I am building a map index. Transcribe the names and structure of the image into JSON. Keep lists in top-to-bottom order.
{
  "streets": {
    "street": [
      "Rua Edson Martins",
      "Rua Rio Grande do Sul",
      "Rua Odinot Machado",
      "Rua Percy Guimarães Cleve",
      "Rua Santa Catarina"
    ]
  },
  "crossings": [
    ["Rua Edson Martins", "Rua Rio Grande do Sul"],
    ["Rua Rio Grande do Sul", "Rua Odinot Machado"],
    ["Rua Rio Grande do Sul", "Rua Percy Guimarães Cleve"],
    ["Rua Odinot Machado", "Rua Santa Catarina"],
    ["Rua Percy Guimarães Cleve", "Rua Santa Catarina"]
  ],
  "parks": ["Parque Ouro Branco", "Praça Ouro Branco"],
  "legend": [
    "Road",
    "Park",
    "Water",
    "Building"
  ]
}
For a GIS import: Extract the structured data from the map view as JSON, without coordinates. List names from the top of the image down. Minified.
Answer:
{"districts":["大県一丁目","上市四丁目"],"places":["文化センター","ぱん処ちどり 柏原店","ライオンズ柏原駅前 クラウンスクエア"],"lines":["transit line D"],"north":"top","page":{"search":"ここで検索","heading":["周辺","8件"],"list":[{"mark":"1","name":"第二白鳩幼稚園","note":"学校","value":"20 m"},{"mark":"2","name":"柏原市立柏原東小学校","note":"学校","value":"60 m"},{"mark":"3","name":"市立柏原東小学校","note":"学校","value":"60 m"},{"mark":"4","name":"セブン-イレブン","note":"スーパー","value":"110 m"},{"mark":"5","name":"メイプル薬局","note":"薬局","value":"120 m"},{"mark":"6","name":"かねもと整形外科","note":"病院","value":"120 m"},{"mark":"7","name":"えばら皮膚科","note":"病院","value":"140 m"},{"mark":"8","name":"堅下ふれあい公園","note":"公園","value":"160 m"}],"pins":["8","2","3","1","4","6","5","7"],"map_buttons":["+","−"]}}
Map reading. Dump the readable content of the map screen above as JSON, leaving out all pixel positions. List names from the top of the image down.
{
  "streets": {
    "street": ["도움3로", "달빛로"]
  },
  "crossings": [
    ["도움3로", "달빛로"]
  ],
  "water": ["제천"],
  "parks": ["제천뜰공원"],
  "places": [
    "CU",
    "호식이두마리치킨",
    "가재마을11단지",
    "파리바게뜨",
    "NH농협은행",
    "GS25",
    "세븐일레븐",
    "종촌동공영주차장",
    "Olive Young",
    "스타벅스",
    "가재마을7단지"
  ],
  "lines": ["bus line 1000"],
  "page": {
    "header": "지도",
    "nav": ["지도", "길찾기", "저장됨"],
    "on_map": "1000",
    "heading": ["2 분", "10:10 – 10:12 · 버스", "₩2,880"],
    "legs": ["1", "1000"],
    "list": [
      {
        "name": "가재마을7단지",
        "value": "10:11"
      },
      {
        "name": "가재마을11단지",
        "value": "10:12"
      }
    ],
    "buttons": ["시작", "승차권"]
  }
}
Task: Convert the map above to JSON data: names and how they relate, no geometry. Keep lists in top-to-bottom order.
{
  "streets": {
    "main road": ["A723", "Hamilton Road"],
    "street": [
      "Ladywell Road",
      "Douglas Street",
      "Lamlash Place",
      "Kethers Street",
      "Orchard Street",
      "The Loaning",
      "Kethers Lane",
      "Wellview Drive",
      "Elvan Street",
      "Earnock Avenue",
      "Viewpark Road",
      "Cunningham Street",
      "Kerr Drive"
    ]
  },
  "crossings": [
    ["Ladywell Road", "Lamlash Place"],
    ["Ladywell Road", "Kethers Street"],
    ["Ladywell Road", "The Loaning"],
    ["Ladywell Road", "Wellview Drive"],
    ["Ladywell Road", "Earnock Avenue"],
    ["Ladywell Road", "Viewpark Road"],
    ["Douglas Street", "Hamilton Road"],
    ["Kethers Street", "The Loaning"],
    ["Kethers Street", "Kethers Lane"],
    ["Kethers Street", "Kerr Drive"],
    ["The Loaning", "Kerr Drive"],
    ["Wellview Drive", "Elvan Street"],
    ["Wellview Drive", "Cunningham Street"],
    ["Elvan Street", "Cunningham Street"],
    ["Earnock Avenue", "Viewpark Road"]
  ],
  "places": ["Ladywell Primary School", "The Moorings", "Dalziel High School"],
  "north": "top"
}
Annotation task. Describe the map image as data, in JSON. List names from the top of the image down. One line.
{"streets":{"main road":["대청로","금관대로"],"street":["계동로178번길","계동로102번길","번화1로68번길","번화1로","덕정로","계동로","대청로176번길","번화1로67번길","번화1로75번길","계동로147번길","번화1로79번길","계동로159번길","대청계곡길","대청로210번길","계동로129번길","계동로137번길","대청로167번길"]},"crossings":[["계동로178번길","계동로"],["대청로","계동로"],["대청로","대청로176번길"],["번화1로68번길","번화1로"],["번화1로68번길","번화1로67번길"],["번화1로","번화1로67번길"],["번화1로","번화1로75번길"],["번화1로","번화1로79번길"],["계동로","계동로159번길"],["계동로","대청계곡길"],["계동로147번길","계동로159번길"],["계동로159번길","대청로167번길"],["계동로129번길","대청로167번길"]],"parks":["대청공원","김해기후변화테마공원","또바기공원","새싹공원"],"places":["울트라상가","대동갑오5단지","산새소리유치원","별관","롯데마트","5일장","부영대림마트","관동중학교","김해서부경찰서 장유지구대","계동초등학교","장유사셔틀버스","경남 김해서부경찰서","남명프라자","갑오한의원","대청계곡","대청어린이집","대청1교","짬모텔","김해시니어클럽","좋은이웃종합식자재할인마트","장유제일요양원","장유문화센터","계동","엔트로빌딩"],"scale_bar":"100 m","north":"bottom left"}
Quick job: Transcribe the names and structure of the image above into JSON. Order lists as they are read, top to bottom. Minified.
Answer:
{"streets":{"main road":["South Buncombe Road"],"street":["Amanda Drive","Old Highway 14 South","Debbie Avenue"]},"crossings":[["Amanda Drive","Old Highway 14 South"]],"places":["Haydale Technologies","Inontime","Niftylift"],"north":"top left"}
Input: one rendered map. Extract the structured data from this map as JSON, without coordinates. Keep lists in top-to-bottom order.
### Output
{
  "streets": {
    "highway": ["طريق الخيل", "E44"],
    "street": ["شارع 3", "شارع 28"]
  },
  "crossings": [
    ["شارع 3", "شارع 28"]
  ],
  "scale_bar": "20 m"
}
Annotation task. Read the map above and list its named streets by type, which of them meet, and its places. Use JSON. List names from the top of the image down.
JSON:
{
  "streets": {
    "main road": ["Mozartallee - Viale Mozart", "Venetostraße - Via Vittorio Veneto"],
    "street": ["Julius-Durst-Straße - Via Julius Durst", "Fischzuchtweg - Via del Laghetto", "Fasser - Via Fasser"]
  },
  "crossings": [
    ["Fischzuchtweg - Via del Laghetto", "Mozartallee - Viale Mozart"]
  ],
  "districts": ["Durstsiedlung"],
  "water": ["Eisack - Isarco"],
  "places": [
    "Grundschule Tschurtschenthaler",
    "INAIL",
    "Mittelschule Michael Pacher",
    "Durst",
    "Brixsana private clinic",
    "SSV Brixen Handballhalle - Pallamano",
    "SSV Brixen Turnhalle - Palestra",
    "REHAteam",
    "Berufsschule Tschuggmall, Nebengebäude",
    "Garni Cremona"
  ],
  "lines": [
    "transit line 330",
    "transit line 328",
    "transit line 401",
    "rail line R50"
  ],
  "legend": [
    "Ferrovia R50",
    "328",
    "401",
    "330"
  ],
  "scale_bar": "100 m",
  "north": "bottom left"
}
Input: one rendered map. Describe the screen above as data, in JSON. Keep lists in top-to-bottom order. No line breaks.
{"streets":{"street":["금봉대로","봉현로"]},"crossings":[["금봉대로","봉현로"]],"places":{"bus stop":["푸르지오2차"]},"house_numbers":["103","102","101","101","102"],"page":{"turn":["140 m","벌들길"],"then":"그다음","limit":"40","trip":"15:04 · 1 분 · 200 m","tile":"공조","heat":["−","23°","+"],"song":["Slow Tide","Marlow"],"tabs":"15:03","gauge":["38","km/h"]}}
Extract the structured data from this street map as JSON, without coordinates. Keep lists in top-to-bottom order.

• EXERCISE PROMPT:
Go through the data and copy every line that includes "Extract".

• PROBLEM SOLUTION:
For a GIS import: Extract the structured data from the map view as JSON, without coordinates. List names from the top of the image down. Minified.
Input: one rendered map. Extract the structured data from this map as JSON, without coordinates. Keep lists in top-to-bottom order.
Extract the structured data from this street map as JSON, without coordinates. Keep lists in top-to-bottom order.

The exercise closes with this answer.